Material shown:
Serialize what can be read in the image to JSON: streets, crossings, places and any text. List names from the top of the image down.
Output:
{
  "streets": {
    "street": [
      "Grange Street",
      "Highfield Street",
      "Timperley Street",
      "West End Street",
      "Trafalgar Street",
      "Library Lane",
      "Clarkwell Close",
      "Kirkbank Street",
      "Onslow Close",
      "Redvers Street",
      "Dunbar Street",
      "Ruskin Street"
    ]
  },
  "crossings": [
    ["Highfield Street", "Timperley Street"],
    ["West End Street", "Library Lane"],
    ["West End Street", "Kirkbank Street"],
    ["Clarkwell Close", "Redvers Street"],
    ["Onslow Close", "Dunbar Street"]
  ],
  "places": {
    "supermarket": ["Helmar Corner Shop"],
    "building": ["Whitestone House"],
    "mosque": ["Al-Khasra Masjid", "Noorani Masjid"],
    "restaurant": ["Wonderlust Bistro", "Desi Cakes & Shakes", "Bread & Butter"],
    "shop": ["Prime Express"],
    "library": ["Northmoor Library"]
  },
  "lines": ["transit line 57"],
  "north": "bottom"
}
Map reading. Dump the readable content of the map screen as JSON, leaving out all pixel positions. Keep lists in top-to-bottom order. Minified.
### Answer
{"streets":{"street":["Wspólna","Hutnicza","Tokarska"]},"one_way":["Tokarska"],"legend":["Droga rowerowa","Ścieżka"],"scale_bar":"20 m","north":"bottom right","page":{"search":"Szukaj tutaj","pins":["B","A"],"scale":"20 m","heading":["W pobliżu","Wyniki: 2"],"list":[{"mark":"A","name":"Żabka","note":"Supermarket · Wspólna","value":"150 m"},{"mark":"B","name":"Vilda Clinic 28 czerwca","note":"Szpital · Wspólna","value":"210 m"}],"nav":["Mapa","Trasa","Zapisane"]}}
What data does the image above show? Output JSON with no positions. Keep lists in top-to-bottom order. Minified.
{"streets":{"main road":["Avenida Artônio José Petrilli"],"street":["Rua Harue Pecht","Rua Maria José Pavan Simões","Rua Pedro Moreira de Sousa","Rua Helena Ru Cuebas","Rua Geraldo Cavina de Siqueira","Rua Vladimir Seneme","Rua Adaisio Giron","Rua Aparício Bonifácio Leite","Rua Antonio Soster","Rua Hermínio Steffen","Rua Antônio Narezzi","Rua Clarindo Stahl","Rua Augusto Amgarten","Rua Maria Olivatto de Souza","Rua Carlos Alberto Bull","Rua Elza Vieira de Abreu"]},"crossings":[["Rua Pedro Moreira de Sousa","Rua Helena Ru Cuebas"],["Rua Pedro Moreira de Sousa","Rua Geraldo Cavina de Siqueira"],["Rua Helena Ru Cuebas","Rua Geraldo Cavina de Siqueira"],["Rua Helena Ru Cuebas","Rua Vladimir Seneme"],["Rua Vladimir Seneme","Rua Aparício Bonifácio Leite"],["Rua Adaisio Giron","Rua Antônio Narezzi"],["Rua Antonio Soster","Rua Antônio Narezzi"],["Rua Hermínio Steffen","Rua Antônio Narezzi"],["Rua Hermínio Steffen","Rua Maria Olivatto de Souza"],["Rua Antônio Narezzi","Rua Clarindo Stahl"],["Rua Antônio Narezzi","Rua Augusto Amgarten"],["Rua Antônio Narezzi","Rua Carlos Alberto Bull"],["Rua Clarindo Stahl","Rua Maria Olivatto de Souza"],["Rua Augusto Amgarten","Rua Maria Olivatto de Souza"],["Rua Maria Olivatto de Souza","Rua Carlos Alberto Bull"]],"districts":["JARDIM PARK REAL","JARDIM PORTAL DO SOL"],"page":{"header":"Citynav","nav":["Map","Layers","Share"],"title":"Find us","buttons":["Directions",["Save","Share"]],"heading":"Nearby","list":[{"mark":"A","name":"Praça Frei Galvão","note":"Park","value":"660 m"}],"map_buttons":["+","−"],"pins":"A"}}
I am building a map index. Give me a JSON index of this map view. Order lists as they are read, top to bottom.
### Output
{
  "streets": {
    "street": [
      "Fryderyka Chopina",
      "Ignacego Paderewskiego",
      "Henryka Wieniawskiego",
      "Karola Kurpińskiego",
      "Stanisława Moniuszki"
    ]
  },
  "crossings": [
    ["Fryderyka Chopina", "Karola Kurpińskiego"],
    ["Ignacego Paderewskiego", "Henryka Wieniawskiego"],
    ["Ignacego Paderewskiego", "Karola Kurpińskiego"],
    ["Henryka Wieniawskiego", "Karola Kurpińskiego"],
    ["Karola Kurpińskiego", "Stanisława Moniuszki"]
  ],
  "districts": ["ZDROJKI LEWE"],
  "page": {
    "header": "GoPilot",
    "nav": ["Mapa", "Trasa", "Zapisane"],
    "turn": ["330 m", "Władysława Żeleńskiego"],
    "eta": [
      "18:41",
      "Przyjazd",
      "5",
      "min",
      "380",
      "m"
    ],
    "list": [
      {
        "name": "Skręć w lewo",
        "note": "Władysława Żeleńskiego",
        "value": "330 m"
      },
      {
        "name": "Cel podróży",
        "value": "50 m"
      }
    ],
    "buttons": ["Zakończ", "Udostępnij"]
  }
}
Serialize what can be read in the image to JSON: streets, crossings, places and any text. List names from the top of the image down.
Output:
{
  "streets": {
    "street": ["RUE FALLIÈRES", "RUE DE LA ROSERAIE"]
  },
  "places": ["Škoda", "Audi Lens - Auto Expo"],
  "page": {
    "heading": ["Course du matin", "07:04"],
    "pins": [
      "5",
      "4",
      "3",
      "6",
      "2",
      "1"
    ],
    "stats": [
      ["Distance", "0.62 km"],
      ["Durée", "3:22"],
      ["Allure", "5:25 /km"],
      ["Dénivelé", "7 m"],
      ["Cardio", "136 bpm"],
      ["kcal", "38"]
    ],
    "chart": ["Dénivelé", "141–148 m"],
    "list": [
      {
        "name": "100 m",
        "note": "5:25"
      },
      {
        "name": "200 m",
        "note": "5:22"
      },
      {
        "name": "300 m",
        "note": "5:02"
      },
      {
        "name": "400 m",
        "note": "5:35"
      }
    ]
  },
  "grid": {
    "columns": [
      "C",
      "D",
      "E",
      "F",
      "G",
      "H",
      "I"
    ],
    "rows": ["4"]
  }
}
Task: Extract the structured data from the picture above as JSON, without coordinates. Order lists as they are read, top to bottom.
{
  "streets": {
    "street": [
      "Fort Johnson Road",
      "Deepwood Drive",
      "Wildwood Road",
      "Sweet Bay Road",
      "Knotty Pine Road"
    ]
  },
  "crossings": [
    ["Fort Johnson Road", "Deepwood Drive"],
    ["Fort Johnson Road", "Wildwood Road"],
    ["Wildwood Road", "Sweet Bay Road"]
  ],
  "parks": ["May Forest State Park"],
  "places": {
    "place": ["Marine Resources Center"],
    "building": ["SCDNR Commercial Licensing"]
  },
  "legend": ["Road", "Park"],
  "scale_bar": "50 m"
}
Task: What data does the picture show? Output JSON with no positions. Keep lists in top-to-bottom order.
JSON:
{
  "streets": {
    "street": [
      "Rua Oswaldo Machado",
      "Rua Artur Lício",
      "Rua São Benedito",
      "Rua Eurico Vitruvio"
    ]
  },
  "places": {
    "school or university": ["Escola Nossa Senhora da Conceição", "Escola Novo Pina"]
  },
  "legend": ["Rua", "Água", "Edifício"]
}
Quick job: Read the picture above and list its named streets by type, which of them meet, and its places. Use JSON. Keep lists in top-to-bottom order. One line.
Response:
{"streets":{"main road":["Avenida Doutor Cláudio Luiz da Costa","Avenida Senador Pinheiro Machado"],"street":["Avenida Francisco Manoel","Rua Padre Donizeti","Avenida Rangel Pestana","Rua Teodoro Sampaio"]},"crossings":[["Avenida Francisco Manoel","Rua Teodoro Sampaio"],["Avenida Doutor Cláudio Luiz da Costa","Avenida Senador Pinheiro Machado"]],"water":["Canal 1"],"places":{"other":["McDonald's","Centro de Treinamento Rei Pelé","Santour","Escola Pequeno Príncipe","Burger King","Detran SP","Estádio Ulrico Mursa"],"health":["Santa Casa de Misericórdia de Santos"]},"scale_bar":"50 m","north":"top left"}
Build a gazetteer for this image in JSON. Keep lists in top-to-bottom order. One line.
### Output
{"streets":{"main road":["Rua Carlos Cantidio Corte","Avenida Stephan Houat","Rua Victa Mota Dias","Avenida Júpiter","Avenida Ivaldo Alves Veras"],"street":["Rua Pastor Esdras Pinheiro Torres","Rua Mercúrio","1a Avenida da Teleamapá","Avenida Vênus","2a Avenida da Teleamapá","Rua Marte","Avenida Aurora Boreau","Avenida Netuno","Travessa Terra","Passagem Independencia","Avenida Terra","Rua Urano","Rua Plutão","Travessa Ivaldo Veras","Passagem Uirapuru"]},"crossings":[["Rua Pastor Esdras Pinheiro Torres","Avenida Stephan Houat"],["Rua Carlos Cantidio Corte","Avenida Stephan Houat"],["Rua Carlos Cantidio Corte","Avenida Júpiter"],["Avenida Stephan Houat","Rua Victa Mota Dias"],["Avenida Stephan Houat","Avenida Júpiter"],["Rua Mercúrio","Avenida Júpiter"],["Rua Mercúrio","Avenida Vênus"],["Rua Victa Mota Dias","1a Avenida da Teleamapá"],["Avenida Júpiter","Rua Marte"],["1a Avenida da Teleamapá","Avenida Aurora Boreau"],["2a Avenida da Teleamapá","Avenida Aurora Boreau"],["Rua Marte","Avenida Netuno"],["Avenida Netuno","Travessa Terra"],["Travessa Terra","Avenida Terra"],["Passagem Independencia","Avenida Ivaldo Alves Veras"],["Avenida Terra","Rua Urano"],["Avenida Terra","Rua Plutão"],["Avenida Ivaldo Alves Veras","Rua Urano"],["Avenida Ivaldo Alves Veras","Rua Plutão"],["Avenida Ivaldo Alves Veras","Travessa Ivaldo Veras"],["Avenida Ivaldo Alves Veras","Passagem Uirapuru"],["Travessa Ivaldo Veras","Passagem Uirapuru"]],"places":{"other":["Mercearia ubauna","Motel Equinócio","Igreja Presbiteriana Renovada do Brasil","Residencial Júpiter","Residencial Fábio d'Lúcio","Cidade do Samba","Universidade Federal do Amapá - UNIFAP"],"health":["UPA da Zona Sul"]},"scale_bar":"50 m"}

Your objective: From the records above, tally every line that includes the word "this" and reply with the total by itself.

Response box: 2